_Material supplied:_
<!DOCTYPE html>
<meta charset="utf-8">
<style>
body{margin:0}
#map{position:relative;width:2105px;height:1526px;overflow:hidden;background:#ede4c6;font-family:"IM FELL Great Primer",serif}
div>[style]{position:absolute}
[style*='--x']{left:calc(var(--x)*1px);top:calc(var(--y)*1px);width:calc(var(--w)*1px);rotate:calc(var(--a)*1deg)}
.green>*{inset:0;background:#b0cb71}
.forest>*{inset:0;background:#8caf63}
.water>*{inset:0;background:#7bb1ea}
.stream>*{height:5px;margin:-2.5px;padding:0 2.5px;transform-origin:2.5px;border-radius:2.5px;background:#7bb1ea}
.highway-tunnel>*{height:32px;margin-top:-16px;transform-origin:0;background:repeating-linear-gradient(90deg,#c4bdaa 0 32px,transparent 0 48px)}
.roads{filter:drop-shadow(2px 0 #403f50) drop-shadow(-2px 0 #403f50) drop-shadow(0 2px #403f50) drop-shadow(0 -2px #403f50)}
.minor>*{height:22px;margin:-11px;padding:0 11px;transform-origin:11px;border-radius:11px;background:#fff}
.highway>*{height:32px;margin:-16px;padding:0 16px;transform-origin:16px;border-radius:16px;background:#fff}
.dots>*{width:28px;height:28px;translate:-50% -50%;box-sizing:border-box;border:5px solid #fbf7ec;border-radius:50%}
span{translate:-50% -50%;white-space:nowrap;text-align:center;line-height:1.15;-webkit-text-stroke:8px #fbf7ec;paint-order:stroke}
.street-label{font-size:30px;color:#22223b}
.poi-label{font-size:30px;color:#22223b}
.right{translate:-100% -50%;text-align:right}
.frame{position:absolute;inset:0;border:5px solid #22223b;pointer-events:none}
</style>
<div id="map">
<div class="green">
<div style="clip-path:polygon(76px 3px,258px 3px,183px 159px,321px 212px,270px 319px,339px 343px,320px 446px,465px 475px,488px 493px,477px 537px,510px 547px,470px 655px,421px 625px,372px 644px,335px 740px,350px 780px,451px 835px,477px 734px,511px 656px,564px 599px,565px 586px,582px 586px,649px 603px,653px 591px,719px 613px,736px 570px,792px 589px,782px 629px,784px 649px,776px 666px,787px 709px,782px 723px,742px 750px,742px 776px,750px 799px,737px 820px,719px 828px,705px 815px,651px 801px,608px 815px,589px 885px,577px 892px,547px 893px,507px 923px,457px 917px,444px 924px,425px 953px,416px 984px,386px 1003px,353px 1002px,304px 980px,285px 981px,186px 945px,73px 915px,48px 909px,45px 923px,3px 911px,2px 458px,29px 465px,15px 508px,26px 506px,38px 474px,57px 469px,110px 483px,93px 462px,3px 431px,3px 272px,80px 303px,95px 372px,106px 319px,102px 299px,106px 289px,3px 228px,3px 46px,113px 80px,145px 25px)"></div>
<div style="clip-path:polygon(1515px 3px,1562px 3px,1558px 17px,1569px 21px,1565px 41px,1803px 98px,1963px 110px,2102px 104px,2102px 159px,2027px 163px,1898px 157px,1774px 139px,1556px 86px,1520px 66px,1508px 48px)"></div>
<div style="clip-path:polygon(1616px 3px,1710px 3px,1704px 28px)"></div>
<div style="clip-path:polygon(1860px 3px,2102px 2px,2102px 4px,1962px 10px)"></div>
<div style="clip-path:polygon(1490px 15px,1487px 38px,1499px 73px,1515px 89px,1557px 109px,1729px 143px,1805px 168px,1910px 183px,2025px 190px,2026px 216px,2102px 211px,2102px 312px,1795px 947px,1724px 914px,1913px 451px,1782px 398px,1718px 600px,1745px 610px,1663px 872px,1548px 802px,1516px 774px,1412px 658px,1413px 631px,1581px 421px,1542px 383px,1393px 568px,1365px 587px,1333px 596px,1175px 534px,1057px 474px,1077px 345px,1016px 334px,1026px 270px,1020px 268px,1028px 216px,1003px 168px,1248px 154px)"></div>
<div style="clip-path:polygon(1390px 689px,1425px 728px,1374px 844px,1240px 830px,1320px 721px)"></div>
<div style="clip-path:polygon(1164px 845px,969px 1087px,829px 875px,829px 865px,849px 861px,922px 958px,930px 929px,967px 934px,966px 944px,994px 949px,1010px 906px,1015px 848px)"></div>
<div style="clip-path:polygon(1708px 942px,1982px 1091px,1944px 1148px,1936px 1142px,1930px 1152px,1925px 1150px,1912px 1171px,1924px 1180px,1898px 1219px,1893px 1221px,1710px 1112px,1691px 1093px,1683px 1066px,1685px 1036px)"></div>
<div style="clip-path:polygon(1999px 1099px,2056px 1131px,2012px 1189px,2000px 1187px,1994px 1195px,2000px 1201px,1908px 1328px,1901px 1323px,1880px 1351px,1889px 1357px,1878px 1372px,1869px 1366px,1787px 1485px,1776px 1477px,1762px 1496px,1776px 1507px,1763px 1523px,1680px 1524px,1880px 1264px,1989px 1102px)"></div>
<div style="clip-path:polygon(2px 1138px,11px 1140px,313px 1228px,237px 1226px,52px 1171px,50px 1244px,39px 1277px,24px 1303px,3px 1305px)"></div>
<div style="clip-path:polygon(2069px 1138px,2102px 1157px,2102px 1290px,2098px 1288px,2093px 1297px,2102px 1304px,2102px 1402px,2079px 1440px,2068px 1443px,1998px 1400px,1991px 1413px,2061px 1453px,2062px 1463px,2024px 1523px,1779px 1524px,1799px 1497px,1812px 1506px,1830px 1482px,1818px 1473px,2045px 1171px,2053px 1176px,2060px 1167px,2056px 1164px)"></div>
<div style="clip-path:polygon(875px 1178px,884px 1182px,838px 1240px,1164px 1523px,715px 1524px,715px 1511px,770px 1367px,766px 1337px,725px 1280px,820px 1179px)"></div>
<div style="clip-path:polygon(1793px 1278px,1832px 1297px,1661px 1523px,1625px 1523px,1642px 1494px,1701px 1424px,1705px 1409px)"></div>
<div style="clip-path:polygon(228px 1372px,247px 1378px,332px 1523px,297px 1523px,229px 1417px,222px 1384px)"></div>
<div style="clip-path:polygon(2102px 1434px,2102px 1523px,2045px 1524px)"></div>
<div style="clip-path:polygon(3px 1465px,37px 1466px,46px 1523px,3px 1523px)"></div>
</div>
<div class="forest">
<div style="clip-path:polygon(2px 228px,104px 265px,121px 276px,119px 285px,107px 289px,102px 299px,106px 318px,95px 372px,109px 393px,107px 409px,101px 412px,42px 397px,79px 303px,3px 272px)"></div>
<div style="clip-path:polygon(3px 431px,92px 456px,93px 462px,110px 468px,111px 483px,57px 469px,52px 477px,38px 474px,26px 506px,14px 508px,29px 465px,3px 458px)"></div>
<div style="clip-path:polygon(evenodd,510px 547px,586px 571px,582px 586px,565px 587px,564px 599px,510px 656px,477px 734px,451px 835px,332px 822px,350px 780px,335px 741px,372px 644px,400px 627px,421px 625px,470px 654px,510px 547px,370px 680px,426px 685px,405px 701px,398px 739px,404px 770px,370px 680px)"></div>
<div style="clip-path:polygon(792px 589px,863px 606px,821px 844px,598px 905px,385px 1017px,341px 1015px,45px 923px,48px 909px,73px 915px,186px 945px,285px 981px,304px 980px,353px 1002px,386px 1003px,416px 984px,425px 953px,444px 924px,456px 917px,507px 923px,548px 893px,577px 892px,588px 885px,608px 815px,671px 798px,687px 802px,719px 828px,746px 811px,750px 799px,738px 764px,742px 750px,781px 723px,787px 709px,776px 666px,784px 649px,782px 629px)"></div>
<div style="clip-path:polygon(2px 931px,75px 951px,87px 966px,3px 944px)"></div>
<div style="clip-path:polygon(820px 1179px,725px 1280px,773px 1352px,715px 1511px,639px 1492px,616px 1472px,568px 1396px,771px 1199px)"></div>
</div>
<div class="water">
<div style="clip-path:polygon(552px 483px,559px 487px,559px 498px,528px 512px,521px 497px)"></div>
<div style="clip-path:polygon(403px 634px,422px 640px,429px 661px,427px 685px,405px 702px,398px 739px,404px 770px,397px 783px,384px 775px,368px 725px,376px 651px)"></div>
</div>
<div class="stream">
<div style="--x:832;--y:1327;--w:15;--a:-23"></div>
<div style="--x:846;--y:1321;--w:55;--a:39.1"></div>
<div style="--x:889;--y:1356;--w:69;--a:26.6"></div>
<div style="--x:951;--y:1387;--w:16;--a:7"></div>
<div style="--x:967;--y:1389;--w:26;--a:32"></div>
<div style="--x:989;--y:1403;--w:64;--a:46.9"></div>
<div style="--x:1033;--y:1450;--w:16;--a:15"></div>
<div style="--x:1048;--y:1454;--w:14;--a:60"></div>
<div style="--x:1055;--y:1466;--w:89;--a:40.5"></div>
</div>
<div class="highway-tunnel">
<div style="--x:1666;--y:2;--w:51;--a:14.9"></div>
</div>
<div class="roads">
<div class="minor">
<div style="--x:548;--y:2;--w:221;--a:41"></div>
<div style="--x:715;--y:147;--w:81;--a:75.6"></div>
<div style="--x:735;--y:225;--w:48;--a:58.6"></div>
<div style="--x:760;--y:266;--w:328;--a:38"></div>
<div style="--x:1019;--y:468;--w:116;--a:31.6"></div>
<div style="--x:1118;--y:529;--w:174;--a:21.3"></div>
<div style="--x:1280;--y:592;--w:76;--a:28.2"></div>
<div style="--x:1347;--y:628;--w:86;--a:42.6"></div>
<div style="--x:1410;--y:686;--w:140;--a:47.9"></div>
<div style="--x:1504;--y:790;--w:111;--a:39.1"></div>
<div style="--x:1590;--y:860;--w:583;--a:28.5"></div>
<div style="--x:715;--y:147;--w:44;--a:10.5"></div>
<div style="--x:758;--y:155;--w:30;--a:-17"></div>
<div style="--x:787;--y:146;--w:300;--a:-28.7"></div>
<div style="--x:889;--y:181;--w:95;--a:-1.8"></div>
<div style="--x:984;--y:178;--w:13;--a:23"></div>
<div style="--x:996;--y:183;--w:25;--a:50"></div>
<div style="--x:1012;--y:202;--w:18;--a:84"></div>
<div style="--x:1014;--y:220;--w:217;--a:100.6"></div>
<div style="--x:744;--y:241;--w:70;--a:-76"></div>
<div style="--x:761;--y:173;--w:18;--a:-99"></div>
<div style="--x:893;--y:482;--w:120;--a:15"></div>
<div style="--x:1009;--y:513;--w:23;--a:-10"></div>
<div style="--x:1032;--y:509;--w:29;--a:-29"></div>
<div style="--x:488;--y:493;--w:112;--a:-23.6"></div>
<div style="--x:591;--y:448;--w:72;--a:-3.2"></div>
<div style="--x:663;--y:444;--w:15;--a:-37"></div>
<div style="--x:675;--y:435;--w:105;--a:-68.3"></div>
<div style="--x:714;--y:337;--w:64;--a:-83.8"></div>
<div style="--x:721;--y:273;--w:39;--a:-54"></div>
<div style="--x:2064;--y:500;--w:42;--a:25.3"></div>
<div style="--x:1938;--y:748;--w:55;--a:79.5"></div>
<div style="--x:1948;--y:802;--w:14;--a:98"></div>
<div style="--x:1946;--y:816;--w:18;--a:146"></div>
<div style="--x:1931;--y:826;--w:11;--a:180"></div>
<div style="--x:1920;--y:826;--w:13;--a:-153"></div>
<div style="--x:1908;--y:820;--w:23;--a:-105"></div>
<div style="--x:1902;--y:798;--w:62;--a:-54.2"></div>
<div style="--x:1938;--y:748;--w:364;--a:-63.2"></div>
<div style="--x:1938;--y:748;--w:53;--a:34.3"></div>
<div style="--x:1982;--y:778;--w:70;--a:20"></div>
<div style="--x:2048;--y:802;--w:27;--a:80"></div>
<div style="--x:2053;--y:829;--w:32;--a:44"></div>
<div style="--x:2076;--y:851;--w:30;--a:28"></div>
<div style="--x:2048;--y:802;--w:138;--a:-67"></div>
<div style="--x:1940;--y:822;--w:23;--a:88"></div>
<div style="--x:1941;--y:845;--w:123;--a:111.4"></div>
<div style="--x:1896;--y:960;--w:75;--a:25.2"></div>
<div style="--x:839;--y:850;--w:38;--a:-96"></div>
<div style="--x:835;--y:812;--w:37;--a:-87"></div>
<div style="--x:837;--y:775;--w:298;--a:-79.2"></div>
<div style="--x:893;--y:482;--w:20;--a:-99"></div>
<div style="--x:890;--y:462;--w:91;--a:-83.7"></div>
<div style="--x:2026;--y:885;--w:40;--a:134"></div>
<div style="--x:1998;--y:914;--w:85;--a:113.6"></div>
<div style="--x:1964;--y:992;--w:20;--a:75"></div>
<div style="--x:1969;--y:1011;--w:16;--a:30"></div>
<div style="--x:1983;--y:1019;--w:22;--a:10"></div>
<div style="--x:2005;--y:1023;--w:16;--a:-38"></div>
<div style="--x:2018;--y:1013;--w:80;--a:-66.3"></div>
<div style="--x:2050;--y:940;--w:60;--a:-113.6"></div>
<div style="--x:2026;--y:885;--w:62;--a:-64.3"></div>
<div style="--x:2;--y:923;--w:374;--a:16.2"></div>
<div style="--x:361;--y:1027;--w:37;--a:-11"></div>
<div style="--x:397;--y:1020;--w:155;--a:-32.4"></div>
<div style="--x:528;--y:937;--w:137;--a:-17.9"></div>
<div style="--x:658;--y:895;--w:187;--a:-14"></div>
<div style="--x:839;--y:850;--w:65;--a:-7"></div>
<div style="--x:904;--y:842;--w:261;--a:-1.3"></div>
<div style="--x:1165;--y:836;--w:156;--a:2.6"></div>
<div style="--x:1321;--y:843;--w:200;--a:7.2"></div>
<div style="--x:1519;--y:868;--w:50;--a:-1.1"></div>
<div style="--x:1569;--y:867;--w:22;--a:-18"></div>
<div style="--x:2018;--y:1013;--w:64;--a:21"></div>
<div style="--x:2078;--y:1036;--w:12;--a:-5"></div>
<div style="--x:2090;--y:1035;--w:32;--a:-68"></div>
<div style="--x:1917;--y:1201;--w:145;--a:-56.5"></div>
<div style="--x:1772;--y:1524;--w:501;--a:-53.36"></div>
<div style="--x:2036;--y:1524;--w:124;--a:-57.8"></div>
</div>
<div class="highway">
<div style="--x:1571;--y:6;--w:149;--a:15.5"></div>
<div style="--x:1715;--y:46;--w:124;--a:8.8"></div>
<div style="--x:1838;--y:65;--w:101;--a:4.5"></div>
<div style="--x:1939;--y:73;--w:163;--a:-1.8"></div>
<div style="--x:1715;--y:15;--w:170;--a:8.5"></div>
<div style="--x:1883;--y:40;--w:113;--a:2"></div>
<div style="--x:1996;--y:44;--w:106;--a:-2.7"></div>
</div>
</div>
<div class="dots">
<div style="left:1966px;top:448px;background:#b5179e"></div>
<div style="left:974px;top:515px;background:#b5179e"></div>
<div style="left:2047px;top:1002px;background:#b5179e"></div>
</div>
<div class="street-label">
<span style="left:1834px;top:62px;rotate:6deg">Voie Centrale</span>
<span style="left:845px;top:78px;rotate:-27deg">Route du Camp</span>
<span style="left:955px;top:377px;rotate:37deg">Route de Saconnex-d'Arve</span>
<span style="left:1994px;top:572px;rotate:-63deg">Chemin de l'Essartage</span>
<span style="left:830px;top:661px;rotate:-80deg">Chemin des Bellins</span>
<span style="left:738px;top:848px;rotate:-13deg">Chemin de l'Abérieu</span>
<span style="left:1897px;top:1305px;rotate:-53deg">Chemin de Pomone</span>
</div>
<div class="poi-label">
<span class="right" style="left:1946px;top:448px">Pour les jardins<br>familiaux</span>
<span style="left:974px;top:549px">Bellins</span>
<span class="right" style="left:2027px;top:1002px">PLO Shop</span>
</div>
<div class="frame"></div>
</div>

_Task:_
Would you copy each line of the records that contains "stream"?

_Result for this task:_
.stream>*{height:5px;margin:-2.5px;padding:0 2.5px;transform-origin:2.5px;border-radius:2.5px;background:#7bb1ea}
<div class="stream">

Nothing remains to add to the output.